Aim of the exercise |
Give the number of lines in the data that contain "Keep", and nothing more.

Supplied material |
-------------------------
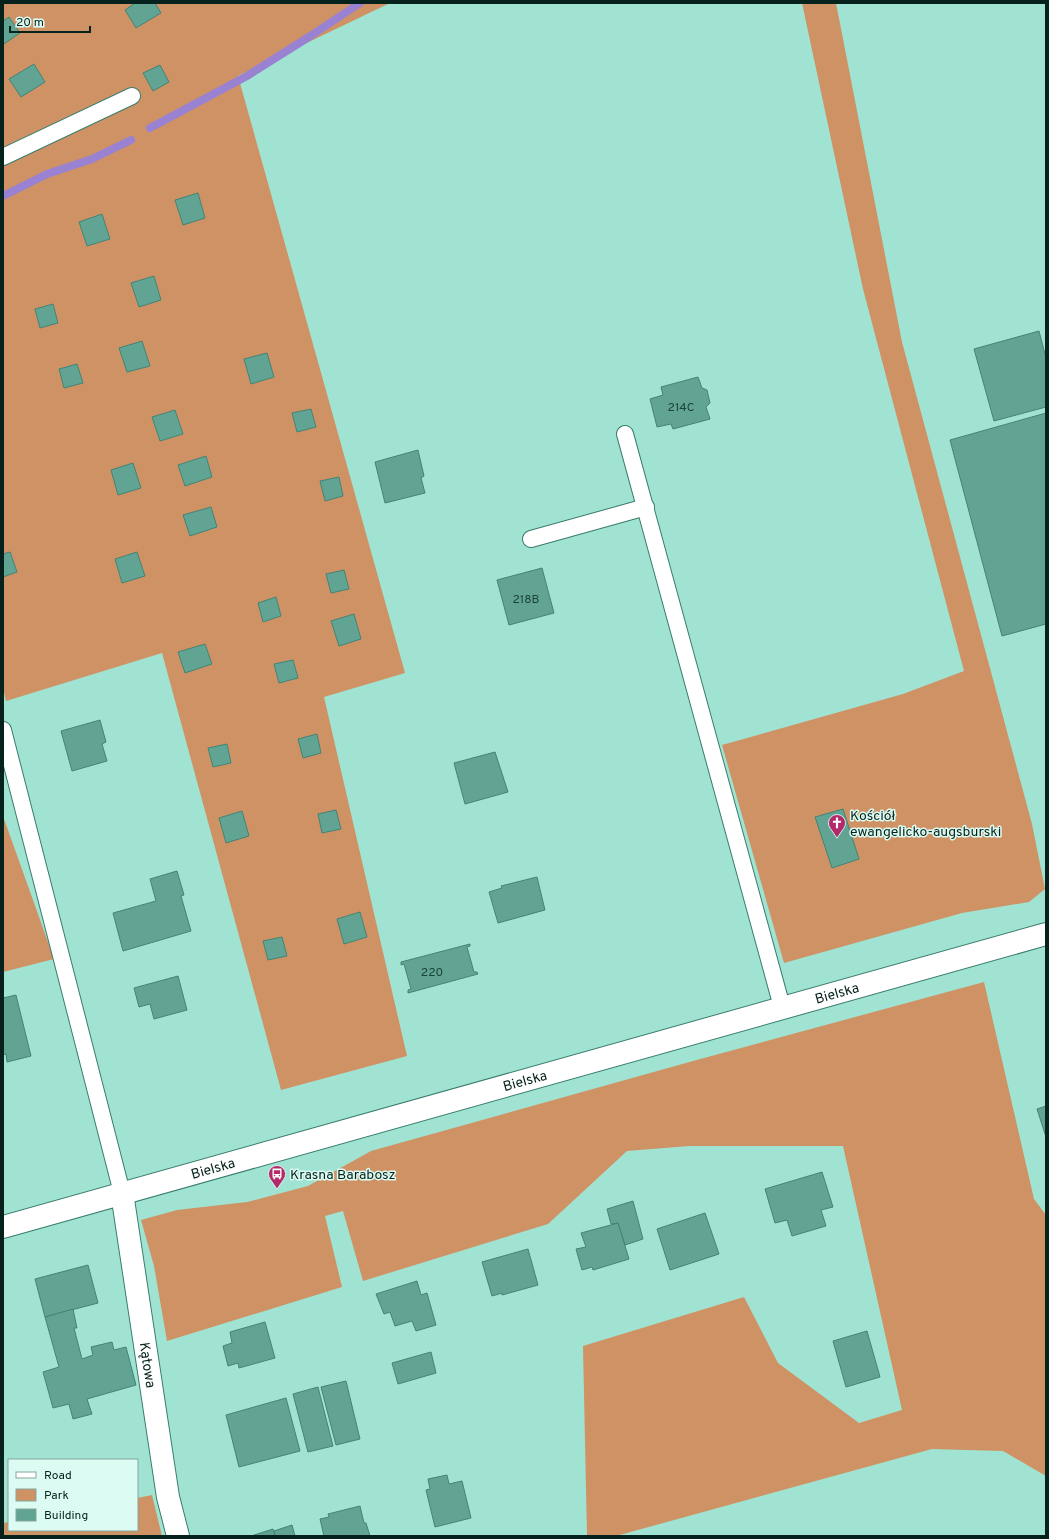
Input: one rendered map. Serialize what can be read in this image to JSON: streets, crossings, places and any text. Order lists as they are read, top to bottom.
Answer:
-------------------------
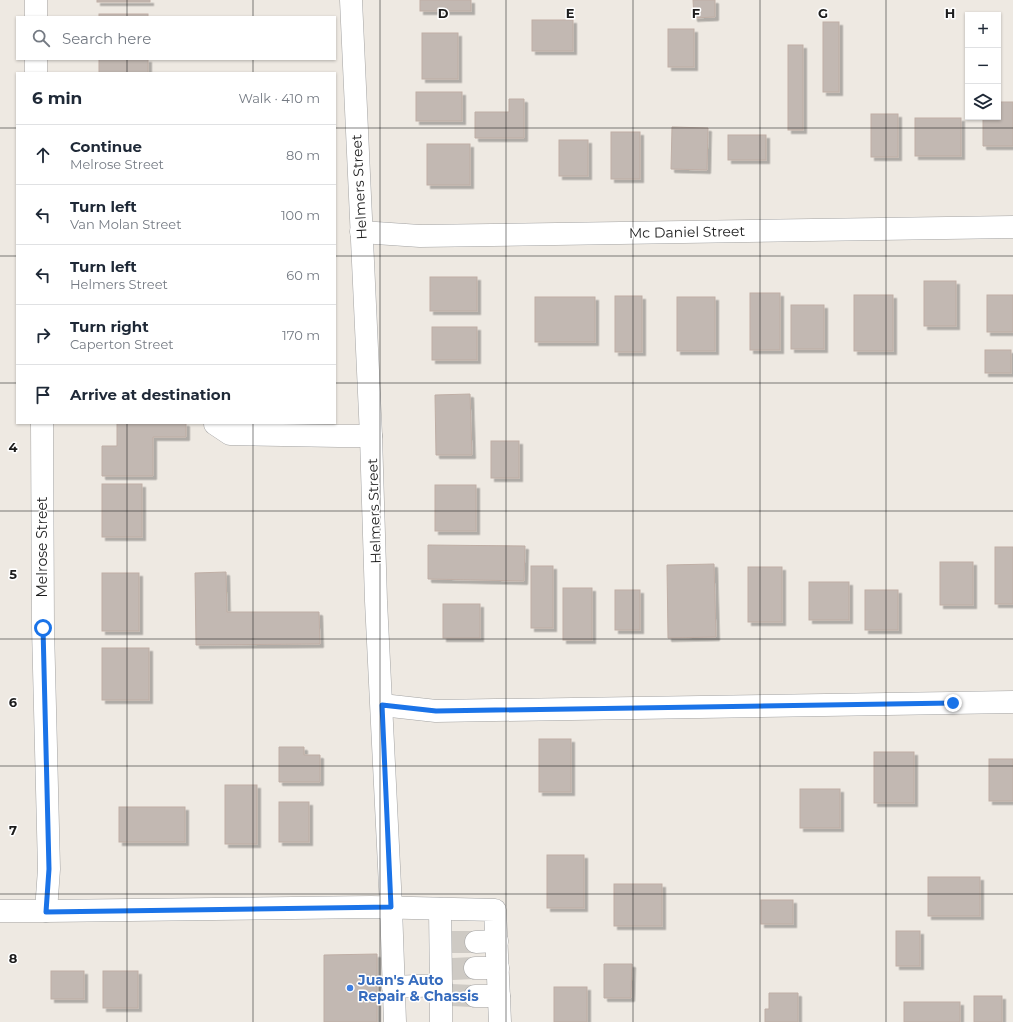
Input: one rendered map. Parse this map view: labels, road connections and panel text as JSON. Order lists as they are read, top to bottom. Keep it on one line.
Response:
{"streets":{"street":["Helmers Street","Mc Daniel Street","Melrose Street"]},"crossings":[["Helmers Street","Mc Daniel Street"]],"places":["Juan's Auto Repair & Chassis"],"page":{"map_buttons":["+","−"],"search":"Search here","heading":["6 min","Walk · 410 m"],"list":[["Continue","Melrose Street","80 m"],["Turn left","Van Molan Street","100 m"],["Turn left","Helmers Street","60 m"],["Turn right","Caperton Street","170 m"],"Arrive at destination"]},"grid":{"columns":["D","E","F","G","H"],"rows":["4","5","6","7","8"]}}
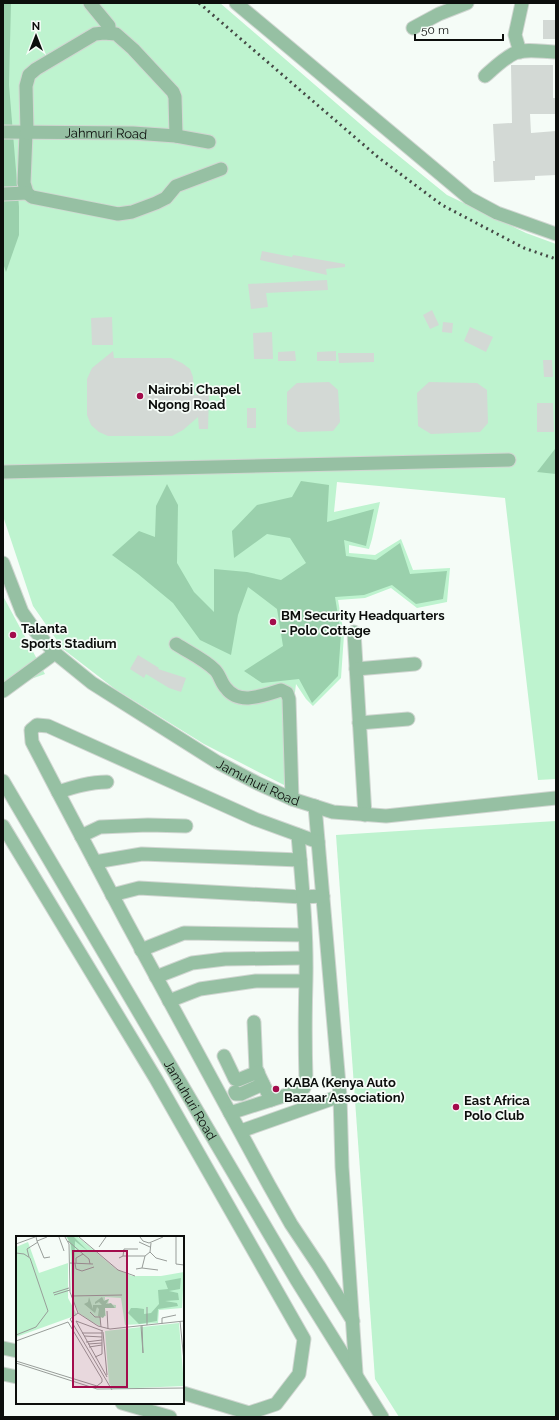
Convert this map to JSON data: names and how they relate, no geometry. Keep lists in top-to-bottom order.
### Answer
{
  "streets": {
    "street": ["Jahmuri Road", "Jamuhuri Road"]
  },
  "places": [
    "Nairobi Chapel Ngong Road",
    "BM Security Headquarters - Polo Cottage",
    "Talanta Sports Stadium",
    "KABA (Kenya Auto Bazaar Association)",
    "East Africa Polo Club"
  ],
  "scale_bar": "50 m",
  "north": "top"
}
-------------------------
Completed exercise |
2